Sunday, February 5, 2006

BEIRUT — A mob burned and ransacked the Danish Consulate in Beirut yesterday in anger over newspaper cartoons depicting the prophet Muhammad, prompting the interior minister to resign over his inability to prevent the violence.

The rioters, many of them Syrians, also attacked a Maronite church and scuffled with security forces, burning police and army vehicles. The State Department held the Syrian government responsible for similar actions a day earlier in Damascus.

Muslims worldwide are enraged at a series of cartoons that a Danish newspaper ran in September, depicting Muhammad in the company of veiled women and as a terrorist with a bomblike turban. Islam forbids any portrayal of its prophet as idolatry.



Many of yesterday’s protesters arrived in Beirut in buses and carrying flags. They engaged Lebanese security forces in running street fights with rocks and sticks, burning or capturing police and emergency vehicles before storming the Danish Consulate in the majority-Christian neighborhood of Ashrafiyah.

“There is no God but God, and Muhammad is his messenger,” the rioters chanted, smashing their way into the 10-story commercial building and lighting fires that quickly engulfed the structure.

Several protesters were trapped in the upper floors and jumped to avoid the flames, suffering severe injuries. Others were injured by flying rocks, tear gas and smoke inhalation.

Denmark had reportedly cleared all staff from the building a day earlier. The Copenhagen government yesterday warned its citizens in Lebanon to remain indoors and to leave the country when they could, saying, “The situation in Beirut is not under control.”

Protesters looted and burned the Danish Embassy a day earlier in Syria, which controlled Lebanon by force until April. That prompted the United States and some European governments to criticize the government of Syrian President Bashar Assad.

“We will hold Syria responsible for such violent demonstrations, since they do not take place in that country without government knowledge and support,” said White House spokesman Scott McClellan.

Witnesses to yesterday’s riot reported hearing many of the attackers speaking in Syrian and Palestinian accents, raising suspicions that Syria orchestrated much of the violence to destabilize its former vassal state.

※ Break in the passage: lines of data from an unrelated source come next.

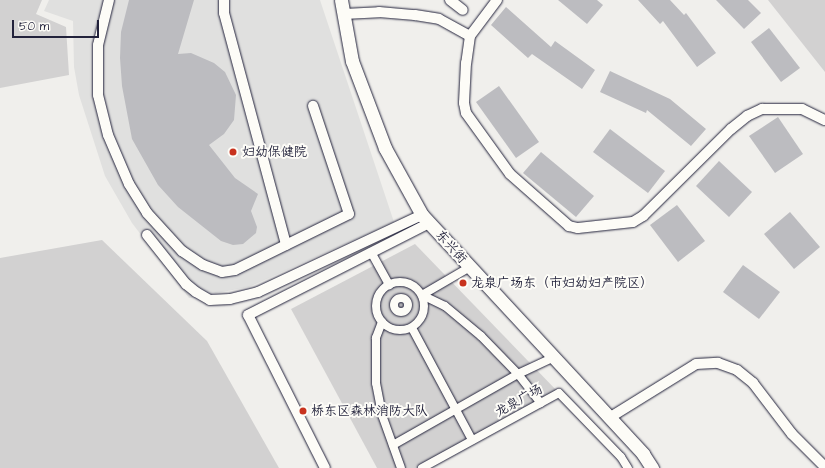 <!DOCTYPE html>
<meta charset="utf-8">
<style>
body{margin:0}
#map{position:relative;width:825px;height:468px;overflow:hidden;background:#f0efec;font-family:"Architects Daughter","LXGW WenKai TC",sans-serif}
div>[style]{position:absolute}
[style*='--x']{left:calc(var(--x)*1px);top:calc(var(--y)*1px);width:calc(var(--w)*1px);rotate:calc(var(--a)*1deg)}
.built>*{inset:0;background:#e0e0df}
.green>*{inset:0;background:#d2d1d1}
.building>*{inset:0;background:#bcbcc0}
.roads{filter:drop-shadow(0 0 1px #22223b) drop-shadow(0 0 1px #22223b)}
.pedestrian>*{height:8px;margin:-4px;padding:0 4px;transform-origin:4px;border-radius:4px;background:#fdfcf7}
.pedestrian>.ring{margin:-4px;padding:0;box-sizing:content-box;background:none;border:8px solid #fdfcf7;border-radius:50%}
.minor>*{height:10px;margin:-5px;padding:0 5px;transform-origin:5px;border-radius:5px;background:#fdfcf7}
.tertiary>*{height:13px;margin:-6.5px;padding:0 6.5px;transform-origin:6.5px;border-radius:6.5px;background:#fdfcf7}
.dots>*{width:11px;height:11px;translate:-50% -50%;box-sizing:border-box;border:2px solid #fdfcf7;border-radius:50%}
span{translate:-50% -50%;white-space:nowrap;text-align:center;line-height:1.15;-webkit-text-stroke:4px #fdfcf7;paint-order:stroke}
.poi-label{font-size:13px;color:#22223b}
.left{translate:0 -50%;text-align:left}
.street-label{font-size:13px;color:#22223b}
.scale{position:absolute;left:12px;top:20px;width:87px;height:18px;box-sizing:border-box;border:2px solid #22223b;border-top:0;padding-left:5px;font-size:12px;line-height:14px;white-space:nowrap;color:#22223b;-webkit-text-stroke:3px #fdfcf7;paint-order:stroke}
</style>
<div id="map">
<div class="built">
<div style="clip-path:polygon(49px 0,320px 0,394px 222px,249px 287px,189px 298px,132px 223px,105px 176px,79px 95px,74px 67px,73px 21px,44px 11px)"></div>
</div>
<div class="green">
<div style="clip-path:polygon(0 0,42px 0,36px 14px,66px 27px,69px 75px,0 88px)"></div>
<div style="clip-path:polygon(768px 0,825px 0,825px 72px)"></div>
<div style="clip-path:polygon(102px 240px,207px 341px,279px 468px,0 468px,0 258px)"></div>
<div style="clip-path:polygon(415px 244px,559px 393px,422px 468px,377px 468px,291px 309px)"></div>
</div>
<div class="building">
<div style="clip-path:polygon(129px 0,194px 0,178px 54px,191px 53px,214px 63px,225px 72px,236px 95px,234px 120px,224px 134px,209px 145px,235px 178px,258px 194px,251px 211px,257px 227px,256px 233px,243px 244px,233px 245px,221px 241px,178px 207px,158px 185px,132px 139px,122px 86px,120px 58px,121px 32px)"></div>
<div style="clip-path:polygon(558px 0,597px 0,603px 5px,587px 24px)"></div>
<div style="clip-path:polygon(638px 0,670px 0,684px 15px,686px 13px,716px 53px,697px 67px,663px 21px,660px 24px)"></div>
<div style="clip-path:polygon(716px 0,748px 0,761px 13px,744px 29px)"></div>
<div style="clip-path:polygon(506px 7px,551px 47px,555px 41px,595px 70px,582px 89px,532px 54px,528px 58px,491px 25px)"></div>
<div style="clip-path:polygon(769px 28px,800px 68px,781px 82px,751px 42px)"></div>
<div style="clip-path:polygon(610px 71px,670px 99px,706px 129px,691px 146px,647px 110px,646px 113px,600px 92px)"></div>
<div style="clip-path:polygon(499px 86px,539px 142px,516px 158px,476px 102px)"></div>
<div style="clip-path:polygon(778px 117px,803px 154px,775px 173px,749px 136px)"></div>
<div style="clip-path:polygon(610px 129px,665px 171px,648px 193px,593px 152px)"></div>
<div style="clip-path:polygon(541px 152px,594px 196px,576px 217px,523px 173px)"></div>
<div style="clip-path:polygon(719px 161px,752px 192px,729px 217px,696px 186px)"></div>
<div style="clip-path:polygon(677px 205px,705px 241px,678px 262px,650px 225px)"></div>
<div style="clip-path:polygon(790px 212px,820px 247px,794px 269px,764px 234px)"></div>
<div style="clip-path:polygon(743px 265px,780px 292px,759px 319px,723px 292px)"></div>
</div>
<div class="roads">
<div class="pedestrian">
<div style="--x:371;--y:252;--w:38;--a:61"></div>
<div class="ring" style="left:376px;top:282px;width:40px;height:40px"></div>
<div style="--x:422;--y:295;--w:25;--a:26"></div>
<div style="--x:445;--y:306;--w:47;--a:39.8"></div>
<div style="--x:481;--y:336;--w:53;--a:45.8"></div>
<div style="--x:518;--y:374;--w:37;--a:52"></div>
<div style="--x:422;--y:295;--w:56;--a:-30.3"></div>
<div class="ring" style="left:394px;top:298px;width:6px;height:6px"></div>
<div style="--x:382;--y:322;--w:17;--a:111"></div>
<div style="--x:376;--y:338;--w:45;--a:90"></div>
<div style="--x:376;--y:383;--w:33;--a:79"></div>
<div style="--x:382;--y:415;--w:56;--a:70.3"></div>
<div style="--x:412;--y:328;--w:127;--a:61.8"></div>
<div style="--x:393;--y:445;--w:144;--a:-29.6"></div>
<div style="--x:518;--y:374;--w:38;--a:-25"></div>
<div style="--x:422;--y:468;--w:156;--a:-28.7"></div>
<div style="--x:559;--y:393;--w:89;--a:45.9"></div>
<div style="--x:621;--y:457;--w:13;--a:58"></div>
</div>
<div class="minor">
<div style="--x:109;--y:0;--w:46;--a:103.7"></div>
<div style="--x:98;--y:45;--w:50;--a:90"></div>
<div style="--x:98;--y:95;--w:41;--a:76"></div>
<div style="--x:108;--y:135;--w:53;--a:66.8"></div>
<div style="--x:129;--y:184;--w:34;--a:58"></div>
<div style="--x:147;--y:213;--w:52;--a:47.4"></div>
<div style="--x:182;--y:251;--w:25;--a:34"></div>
<div style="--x:203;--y:265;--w:20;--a:20"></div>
<div style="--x:222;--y:272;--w:13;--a:-9"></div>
<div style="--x:235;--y:270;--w:127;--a:-26.2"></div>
<div style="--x:349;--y:214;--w:114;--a:-108.4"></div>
<div style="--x:224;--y:0;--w:13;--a:90"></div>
<div style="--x:224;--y:13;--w:240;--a:75"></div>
<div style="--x:450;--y:0;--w:16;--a:38"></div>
<div style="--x:497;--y:0;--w:45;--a:126.9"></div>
<div style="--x:470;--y:36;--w:27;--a:98"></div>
<div style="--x:466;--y:63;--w:40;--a:92.9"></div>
<div style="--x:464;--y:103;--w:10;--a:79"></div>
<div style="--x:466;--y:113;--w:75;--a:54.2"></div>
<div style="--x:510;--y:174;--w:79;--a:41.4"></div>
<div style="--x:569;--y:226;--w:9;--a:13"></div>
<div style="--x:578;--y:228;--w:55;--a:-6.2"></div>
<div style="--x:633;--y:222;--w:12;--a:-31"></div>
<div style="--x:643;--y:216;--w:124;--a:-44.7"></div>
<div style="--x:731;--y:129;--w:21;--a:-39"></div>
<div style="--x:747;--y:116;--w:17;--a:-25"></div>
<div style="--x:762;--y:109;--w:40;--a:0"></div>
<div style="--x:802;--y:109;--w:25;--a:26"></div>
<div style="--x:344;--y:14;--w:35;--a:-3"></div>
<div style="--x:379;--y:12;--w:36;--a:5"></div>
<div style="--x:415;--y:15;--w:24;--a:9"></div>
<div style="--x:439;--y:19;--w:35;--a:29"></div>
<div style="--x:147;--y:235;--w:63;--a:51.5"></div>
<div style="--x:186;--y:284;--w:13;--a:39"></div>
<div style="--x:196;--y:292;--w:16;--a:30"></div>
<div style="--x:210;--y:300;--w:20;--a:-3"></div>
<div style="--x:230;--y:299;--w:29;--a:-14"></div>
<div style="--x:258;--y:292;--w:181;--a:-25.2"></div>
<div style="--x:609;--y:418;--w:102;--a:-31.8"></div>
<div style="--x:696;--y:364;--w:22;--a:-3"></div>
<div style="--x:718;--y:363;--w:20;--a:20"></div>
<div style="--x:737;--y:370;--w:21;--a:39"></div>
<div style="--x:753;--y:383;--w:64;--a:52.6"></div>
<div style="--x:792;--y:434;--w:47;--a:45"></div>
<div style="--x:325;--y:468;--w:171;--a:-116.7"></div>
<div style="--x:248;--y:315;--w:203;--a:-26.9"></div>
</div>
<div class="tertiary">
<div style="--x:341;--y:0;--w:62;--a:79.8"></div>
<div style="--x:352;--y:61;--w:93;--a:69.2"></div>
<div style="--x:385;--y:148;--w:77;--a:61.1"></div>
<div style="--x:422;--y:215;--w:326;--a:47.2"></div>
<div style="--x:643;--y:454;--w:17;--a:57"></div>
</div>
</div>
<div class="dots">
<div style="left:233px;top:152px;background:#c8321e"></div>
<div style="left:463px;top:283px;background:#c8321e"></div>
<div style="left:303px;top:411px;background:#c8321e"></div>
</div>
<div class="poi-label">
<span class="left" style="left:242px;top:152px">妇幼保健院</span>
<span class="left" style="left:471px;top:283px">龙泉广场东（市妇幼妇产院区）</span>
<span class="left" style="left:311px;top:411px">桥东区森林消防大队</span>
</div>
<div class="street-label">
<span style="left:451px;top:247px;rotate:48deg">东兴街</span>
<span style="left:519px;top:401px;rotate:-29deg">龙泉广场</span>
</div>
<div class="scale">50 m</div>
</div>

A police official told Reuters wire service that 76 of 174 rioters arrested yesterday were Syrians. The others comprised 38 Lebanese, 35 Palestinians and 25 stateless Bedouins.

The protesters also attacked a Maronite church near the consulate in Beirut, straining fragile Christian-Muslim relations. Rocks damaged St. Maroun Church and several church vehicles were destroyed during the morning’s Mass.

Hundreds of Christians flooded the streets around the church last night, waving flags of civil war-era militias and promising retaliation.

One church elder said that the attack meant a war between Christians and Islam. “We love America; we love George Bush,” he said. “We love Israel and today we, the Lebanese Christians, love the Danes.”

Sunni Muslim leaders condemned the rioting.

“This has nothing to do with Islam at all,” Prime Minister Fouad Siniora told Future television. “Destabilizing security and vandalism give a wrong image of Islam. Prophet Muhammad cannot be defended this way.”

Interior Minister Hassan al-Sabaa, also a Sunni, submitted his resignation at an emergency Cabinet meeting.

“We had two solutions: either to try to keep people away [from the consulate] as we did, or to use weapons against them,” he said, according to Reuters. “I am a person who would never order the use of arms against the Lebanese.”

There were also demonstrations yesterday in the Palestinian territories and in Iraq, where about 1,000 people protested outside a mosque in the western city of Ramadi.

Iraqi Transport Minister Salam al-Maliki said his country has decided to cancel its contracts with Danish firms and reject any offers of reconstruction money from Copenhagen, the Associated Press reported.